"Siblings" Skews Family Angst

TORONTO-David Weaver had never directed anyone else's work before, but when he read Siblings he knew that had to change. "It's the most autobiographical thing I've never written," Weaver says.

Although he doesn't claim to have been involved in any murder or incest scenarios, Weaver grew up in the same sort of suburban Toronto neighbourhood as the script's functional siblings with dysfunctional parents, and he instantly related to their world. "I knew that milieu, and it's sort of similar to American Beauty or The Ice Storm, but the sense of tragic inevitability in those movies is something I was never really entirely comfortable with, because as unhappy as your life might be in those environments, you're still not in the Sudan. So what I really loved about the script and the take on suburban angst is that it wasn't self-righteous, it sort of satirized that."

Until Siblings (which opens in Vancouver on Friday, April 15) Weaver was a self-described "hyphenate"-a writer-director. His previous projects include Century Hotel, which starred enough Can Con stars to populate a Genie party, and the award-winning comic short Moon Palace.

As he sips tea on the patio at the Hotel Intercontinental just before Siblings' world premiere at the Toronto International Film Festival, Weaver explains how he fell in love with the script's black humour. He was having lunch with an old friend and had just gotten to the part of the conversation where they were gossiping about mutual acquaintances when Jackie May's name came up. His friend told him May was mostly writing cartoons (including the hit series Atomic Betty).

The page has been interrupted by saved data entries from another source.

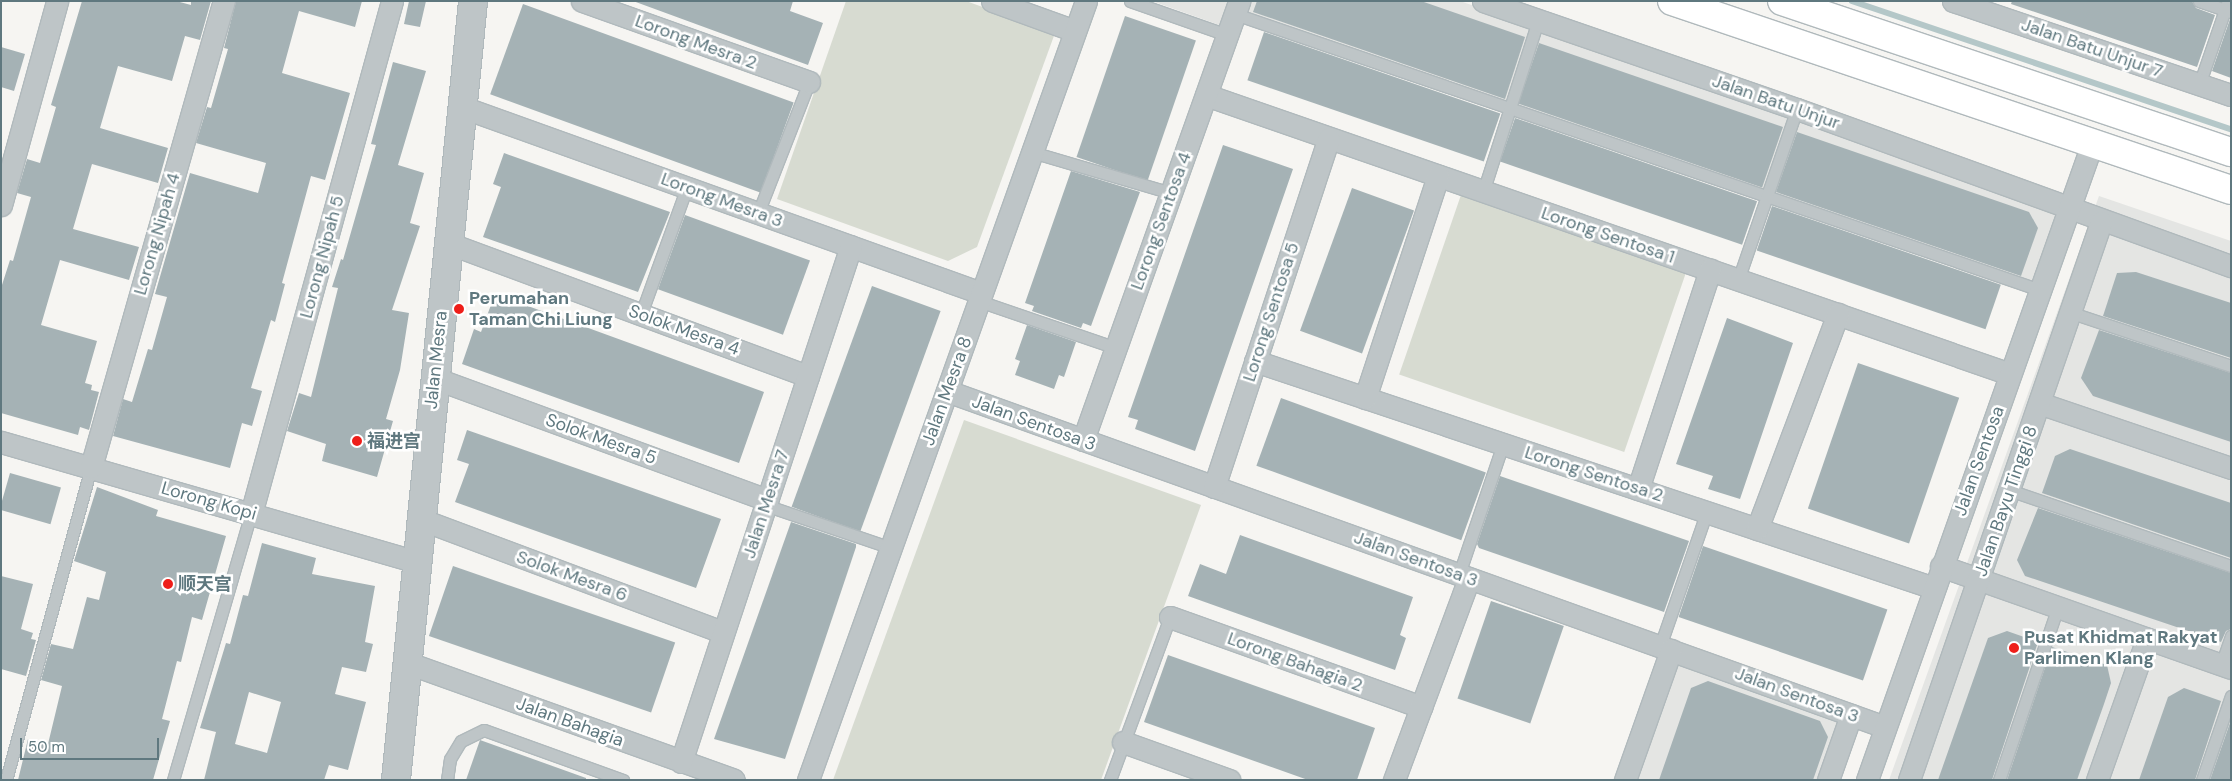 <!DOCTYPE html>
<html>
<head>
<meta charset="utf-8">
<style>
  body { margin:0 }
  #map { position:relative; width:2232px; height:781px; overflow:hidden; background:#f6f5f2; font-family:"DM Sans","Noto Sans SC",sans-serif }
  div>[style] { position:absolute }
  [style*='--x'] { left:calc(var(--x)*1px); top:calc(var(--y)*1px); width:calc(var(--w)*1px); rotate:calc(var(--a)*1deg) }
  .built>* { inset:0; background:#e4e5e3 }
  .green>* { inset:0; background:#d7dbd1; transform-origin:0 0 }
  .stream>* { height:5.5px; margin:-2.75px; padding:0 2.75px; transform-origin:2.75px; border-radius:2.75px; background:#b4c7c8 }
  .building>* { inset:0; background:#a5b2b5; transform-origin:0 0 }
  .roads { filter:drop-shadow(1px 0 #b0b9bc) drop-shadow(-1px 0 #b0b9bc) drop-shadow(0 1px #b0b9bc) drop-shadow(0 -1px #b0b9bc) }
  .service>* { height:11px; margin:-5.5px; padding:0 5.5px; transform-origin:5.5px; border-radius:5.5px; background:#bec5c7 }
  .minor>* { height:21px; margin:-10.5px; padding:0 10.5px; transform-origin:10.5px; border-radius:10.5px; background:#bec5c7 }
  .tertiary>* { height:28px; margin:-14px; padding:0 14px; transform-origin:14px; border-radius:14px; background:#bec5c7 }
  .secondary>* { height:28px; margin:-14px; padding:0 14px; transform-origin:14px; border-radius:14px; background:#fff }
  .dots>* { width:14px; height:14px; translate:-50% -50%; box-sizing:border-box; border:2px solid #fff; border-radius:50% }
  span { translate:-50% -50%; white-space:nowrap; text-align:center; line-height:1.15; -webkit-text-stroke:5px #fff; paint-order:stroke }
  .street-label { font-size:18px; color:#5f787f }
  .poi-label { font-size:18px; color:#5f787f; font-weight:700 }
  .left { translate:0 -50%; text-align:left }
  .frame { position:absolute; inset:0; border:2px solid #5f787f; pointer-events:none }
  .scale { position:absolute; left:20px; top:738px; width:139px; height:22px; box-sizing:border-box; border:2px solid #5f787f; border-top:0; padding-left:6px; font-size:15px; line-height:18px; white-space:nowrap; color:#5f787f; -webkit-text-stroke:4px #fff; paint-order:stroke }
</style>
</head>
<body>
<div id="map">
  <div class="built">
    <i style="clip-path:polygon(1152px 1px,1460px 1px,2060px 210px,2036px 284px,1229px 7px,1222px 26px)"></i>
    <i style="clip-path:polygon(2099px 196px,2231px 241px,2231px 780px,1889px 780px)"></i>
    <i style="clip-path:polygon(1676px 660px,1840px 718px,1819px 780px,1633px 780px)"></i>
  </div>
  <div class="green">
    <i style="clip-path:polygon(846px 1px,966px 1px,1055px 33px,977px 247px,948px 261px,777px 199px)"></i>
    <i style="left:1462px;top:192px;width:238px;height:193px;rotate:19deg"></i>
    <i style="clip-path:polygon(964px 420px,1201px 505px,1101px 780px,833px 780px)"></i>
  </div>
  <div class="stream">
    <i style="--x:1852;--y:1;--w:400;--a:18.7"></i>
  </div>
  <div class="building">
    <i style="clip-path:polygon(82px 1px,176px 1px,191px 5px,191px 1px,211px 1px,200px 40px,185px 36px,172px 81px,118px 66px,100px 128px,168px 148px,158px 183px,92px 164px,73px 229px,139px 247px,129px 280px,60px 260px,41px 325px,97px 341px,85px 383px,92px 385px,91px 390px,99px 392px,89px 430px,80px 427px,78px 435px,1px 413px,1px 288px,10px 260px,13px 261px,31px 197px,17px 193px,27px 159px,40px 163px,56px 107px,51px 105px)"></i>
    <i style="clip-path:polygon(236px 1px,362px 1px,355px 27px,299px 11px,282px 73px,350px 93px,325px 180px,311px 176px,282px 283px,285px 284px,275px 322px,271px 320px,251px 388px,262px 391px,252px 426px,242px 423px,230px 468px,113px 436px,123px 399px,132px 402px,148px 349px,152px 350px,167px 297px,155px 294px,190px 173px,258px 193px,266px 163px,196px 143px,207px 107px,211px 108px,228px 49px,224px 48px)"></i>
    <i style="clip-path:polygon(409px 1px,426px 1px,420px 27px,404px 24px)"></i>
    <i style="clip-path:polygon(633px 1px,793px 1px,790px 11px,823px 23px,808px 65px)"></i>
    <i style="clip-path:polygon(1257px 1px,1421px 1px,1525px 37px,1505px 99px,1253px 12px)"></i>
    <i style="clip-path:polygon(2012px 1px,2192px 1px,2196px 8px,2215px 15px,2197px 67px,2011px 4px)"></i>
    <i style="left:523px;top:4px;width:288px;height:96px;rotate:20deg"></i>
    <i style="left:1125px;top:16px;width:75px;height:149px;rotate:19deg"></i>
    <i style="clip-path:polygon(2230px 19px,2231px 19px,2231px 78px,2212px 71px)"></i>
    <i style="left:1264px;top:32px;width:250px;height:51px;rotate:19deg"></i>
    <i style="left:1539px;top:43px;width:258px;height:64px;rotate:19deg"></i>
    <i style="clip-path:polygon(1px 47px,25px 54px,14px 91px,1px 87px)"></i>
    <i style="clip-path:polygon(393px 62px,426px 71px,398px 165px,424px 173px,410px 223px,420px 226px,392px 310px,409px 313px,400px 370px,386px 419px,393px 421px,377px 477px,322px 461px,326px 444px,287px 431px,299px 393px,311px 397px,338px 288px,332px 287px,341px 259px,343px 260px,376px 145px,371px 144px)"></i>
    <i style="left:1515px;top:118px;width:256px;height:46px;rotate:19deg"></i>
    <i style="clip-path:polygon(1797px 132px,2029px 212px,2038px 228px,2021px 276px,1776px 192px)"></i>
    <i style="clip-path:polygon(1223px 145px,1293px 169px,1195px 451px,1135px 429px,1138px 420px,1128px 417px)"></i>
    <i style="clip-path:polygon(504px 153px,670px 212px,638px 292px,483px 237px,501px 187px,493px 184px)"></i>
    <i style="clip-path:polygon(1071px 171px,1140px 192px,1091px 326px,1083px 323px,1081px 328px,1032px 311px,1034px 306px,1025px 303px)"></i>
    <i style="left:1352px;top:188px;width:66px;height:152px;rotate:20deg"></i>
    <i style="left:1772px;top:206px;width:242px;height:47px;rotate:19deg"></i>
    <i style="left:685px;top:215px;width:133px;height:79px;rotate:20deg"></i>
    <i style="clip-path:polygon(2136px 272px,2231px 303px,2231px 358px,2103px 316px,2117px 273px)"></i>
    <i style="left:872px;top:286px;width:73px;height:235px;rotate:20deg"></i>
    <i style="clip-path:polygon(495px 294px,764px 392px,739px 463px,462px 364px,474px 329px,481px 332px)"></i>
    <i style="clip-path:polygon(1727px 318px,1793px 343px,1740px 499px,1708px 489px,1713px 476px,1676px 464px)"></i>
    <i style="clip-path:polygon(1027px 325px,1076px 342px,1064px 377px,1059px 375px,1054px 389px,1015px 375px,1020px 361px,1015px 359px)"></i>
    <i style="clip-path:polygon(2099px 330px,2231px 373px,2231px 442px,2093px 396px,2081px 378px)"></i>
    <i style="left:1858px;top:363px;width:107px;height:154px;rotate:19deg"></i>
    <i style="left:1281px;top:398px;width:218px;height:72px;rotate:20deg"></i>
    <i style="clip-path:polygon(467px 430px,721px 519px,696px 588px,455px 502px,469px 464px,457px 460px)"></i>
    <i style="clip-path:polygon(2070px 449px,2231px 503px,2231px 558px,2042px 493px,2055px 456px)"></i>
    <i style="left:10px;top:473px;width:53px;height:38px;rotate:16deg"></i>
    <i style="clip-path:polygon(1500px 476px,1689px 541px,1664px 612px,1479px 548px,1477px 544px)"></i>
    <i style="clip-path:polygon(97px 487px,158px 510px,156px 516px,226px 536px,202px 620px,192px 617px,181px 662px,177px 661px,162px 719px,170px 721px,153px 780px,18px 780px,28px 739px,48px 744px,62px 686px,41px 680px,51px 644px,73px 649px,87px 597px,99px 600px,106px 572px,74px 561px)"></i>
    <i style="clip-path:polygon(2038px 508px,2231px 573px,2231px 629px,2226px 631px,2221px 642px,2025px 576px,2017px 560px)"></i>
    <i style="clip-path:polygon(791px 522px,856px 544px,856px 547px,785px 759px,714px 739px)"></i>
    <i style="clip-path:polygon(1240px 535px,1413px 597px,1400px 635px,1406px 638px,1395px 670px,1188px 596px,1200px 564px,1226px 574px)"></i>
    <i style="clip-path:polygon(evenodd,262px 543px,316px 558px,312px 574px,375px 586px,365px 642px,373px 644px,366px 672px,342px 667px,335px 694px,366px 702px,348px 770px,329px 765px,324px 780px,204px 780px,216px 732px,200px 728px,226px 643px,230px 644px,243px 595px,248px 596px,262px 543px,249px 692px,281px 702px,267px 753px,235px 744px,249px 692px)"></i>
    <i style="left:1703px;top:546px;width:195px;height:75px;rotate:19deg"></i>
    <i style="left:453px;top:566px;width:235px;height:74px;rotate:19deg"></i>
    <i style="clip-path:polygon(1px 576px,33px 584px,21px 629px,33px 633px,31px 639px,36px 640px,26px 676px,1px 669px)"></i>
    <i style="left:1491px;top:601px;width:77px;height:103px;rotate:19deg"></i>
    <i style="clip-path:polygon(2007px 631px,2038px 642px,1992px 780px,1938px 780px,1988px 638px)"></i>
    <i style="clip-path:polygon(2052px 647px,2107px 665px,2111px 683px,2104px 704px,2077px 780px,2007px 780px)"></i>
    <i style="clip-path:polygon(1168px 655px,1375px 728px,1357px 780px,1308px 780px,1144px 722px)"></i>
    <i style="clip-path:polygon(1708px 681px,1820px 721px,1828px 737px,1813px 780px,1659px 780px,1691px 688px)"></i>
    <i style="clip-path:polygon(2184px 688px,2221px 701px,2195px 780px,2139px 780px,2168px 697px)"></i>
    <i style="clip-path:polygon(2231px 720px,2231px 780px,2210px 780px)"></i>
    <i style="clip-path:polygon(480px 740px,586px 778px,586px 780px,466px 780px)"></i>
  </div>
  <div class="roads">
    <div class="service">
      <i style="--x:1130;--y:1;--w:103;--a:19.3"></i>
      <i style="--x:2199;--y:1;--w:34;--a:19"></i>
      <i style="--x:1235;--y:14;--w:851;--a:18.92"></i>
      <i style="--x:2199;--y:85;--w:89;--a:-71"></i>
      <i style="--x:1032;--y:152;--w:145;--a:16.4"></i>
      <i style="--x:1483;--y:192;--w:180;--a:-72.2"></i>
      <i style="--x:758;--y:213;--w:141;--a:-68.7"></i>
      <i style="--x:1738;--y:280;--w:181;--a:-71"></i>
      <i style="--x:979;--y:301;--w:145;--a:18.9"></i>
      <i style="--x:2069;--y:312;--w:171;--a:18.4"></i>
      <i style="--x:641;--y:314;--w:135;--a:-70.1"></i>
      <i style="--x:2009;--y:490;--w:235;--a:18.9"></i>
      <i style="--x:765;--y:505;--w:133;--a:18.8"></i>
      <i style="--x:1459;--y:574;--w:137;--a:-71.3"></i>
      <i style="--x:1660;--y:646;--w:143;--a:-70.8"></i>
      <i style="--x:2221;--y:665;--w:31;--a:-71"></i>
      <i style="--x:6;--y:780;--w:324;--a:-74.8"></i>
      <i style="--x:173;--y:780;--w:277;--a:-73.7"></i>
      <i style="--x:447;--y:780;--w:21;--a:-82"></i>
      <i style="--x:450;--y:759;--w:21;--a:-59"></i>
      <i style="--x:461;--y:741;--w:25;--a:-26"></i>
      <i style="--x:484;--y:730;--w:148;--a:19.8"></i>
      <i style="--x:1110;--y:780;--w:174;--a:-69.8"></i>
      <i style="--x:1999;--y:780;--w:183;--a:-71.2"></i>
      <i style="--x:2202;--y:780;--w:89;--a:-71"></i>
    </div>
    <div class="minor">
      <i style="--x:582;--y:1;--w:241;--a:19.6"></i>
      <i style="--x:992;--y:1;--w:88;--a:19.9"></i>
      <i style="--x:1483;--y:1;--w:332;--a:19"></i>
      <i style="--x:1797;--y:109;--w:462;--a:19.9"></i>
      <i style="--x:1953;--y:1;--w:293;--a:18.7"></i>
      <i style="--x:1206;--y:95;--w:851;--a:19.14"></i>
      <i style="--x:462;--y:107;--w:551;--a:19.72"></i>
      <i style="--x:1;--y:205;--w:212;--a:-74.6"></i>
      <i style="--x:448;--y:243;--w:384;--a:20.3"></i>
      <i style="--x:1255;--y:361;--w:716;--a:18.49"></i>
      <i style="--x:434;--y:378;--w:355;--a:20.1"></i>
      <i style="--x:947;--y:391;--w:996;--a:19.71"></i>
      <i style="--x:1365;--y:398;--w:234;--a:-71.8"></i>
      <i style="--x:2039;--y:403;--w:203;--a:18.7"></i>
      <i style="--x:1083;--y:440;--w:466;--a:-70.4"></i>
      <i style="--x:1;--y:442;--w:432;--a:16.1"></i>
      <i style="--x:91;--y:467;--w:485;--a:-74.1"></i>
      <i style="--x:1214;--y:487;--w:367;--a:-71.8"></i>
      <i style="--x:1638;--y:489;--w:231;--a:-71.8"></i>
      <i style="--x:251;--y:514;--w:532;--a:-74.63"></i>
      <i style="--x:420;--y:519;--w:323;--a:20.5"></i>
      <i style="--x:1757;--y:529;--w:230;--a:-69.4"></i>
      <i style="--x:1941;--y:566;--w:307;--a:19.4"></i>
      <i style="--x:1170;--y:617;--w:267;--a:19.7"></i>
      <i style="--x:408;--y:663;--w:346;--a:19.7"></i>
      <i style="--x:1123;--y:742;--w:113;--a:19.7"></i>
      <i style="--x:681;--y:762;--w:543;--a:-71.77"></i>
      <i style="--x:808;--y:780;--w:827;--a:-70.36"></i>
      <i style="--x:1394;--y:780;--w:215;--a:-69.6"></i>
      <i style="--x:1625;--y:780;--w:138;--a:-70.5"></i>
      <i style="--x:1828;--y:780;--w:69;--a:-70.5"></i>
      <i style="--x:1867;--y:780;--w:675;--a:-70.52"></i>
      <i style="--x:1909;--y:780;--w:590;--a:-71.01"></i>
      <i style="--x:2097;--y:780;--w:150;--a:-70.5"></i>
    </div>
    <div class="tertiary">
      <i style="--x:396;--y:780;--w:783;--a:-84.35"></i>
    </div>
    <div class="secondary">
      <i style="--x:1672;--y:1;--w:590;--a:18.68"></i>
      <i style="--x:1782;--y:1;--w:474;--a:18.6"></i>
    </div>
  </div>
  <div class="dots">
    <i style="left:459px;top:309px;background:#ee1e19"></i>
    <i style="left:357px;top:441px;background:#ee1e19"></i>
    <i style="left:168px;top:584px;background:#ee1e19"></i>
    <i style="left:2014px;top:648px;background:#ee1e19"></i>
  </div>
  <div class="street-label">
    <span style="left:696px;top:42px;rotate:20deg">Lorong Mesra 2</span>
    <span style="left:2092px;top:48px;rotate:19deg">Jalan Batu Unjur 7</span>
    <span style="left:1776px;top:102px;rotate:19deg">Jalan Batu Unjur</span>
    <span style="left:722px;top:200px;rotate:20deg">Lorong Mesra 3</span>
    <span style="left:1161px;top:221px;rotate:-70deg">Lorong Sentosa 4</span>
    <span style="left:157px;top:234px;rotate:-74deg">Lorong Nipah 4</span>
    <span style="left:1608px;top:235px;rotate:19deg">Lorong Sentosa 1</span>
    <span style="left:322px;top:257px;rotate:-75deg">Lorong Nipah 5</span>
    <span style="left:1271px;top:312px;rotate:-72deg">Lorong Sentosa 5</span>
    <span style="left:684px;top:330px;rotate:20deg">Solok Mesra 4</span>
    <span style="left:436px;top:360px;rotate:-84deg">Jalan Mesra</span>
    <span style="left:947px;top:391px;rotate:-70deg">Jalan Mesra 8</span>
    <span style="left:1034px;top:423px;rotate:20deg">Jalan Sentosa 3</span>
    <span style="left:601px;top:439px;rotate:20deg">Solok Mesra 5</span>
    <span style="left:1979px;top:461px;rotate:-70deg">Jalan Sentosa</span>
    <span style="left:1594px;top:474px;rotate:18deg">Lorong Sentosa 2</span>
    <span style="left:209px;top:501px;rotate:16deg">Lorong Kopi</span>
    <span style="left:2006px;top:501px;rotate:-71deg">Jalan Bayu Tinggi 8</span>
    <span style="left:766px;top:504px;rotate:-72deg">Jalan Mesra 7</span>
    <span style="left:1416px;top:559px;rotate:20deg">Jalan Sentosa 3</span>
    <span style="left:572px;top:576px;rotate:20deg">Solok Mesra 6</span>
    <span style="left:1295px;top:662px;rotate:20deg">Lorong Bahagia 2</span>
    <span style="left:1797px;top:695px;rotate:20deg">Jalan Sentosa 3</span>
    <span style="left:570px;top:722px;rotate:20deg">Jalan Bahagia</span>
  </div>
  <div class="poi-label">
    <span class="left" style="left:469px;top:309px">Perumahan<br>Taman Chi Liung</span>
    <span class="left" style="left:367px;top:441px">福进宫</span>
    <span class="left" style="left:178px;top:584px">顺天宫</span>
    <span class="left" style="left:2024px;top:648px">Pusat Khidmat Rakyat<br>Parlimen Klang</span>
  </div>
  <div class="frame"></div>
  <div class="scale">50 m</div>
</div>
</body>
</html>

Weaver, a fan of May's adult work, was a bit disappointed. Then the friend mentioned May's script for Siblings and said Weaver would love it.

Weaver convinced May to let him read it and, after he did, he was determined to find a way to direct it. "Here was this wonderful script with this really audacious premise and it was just sitting in the third drawer of her desk. It was with a producer, he'd dropped it, she took the script and she just put it in her drawer and went off to be a television writer."

Weaver suspects May's experiences writing for children probably provided some of the fuel for creating such a nightmarish family scenario. "Somebody said to me, "Why is there so much swearing?" And I said, 'Because it's been bottled up and waiting to come out for 10 years.'?"

The film's got a black-comedy bonus for Canadian viewers because the evil stepparents are played by two Canadian television icons-Sonja Smits (The Eleventh Hour) plays drunken mommy dearest, and Nicholas Campbell (Da Vinci's Inquest) is the abusive dad.

"I think for Sonja and Nick, the attraction of the characters is they make their workaday living being icons," Weaver says. "I can easily imagine that the first thing you want to do when you achieve that iconic status is knock it right down again."

Weaver scored another Can Con icon: Sarah Polley (My Life Without Me, Dawn of the Dead) as the foul- mouthed, levelheaded girl next door. "She is doing something that's really quite different for her," Weaver says. "And I think she proved to be very good at comedy."

Weaver says it was also a treat to work in a genre he's always loved. "We may be the first movie about kids who want to knock off their parents, but I can tell you, you can go back through film history and find some pretty evil notions in people's heads. People think that black comedy is like an invention of the late '60s or something. Or it started with Harold and Maude. But you go back to Arsenic and Old Lace, and there's a studio movie with Cary Grant about two little old ladies who systematically murder everyone they come across."

Because of the film's dark tone, Weaver was reluctant to chase after traditional Canadian film funding and approached the Canadian Film Centre, which took on the project and rushed it into production. Weaver's fear was that if a producer went after Telefilm funding, the film would lose the edge that attracted him to it in the first place. "Someone would say, "Do the parents really have to die? And the parents do have to die; that's the point of the movie. And I was worried that it would kind of get planed down.

"The parents had to be nasty and that's because it's really a fable. They're the evil stepparents, and so it's no different than Sleeping Beauty or Red Riding Hood or any of those movies that have innocent young children going off into the forest and surviving on their own. So it's a fairy-tale movie that way."

And even though it's a nasty fairy tale, Weaver is hoping for a happy ending. Aside from pitching his own projects as a writer-director, he's already working on his next movie with May.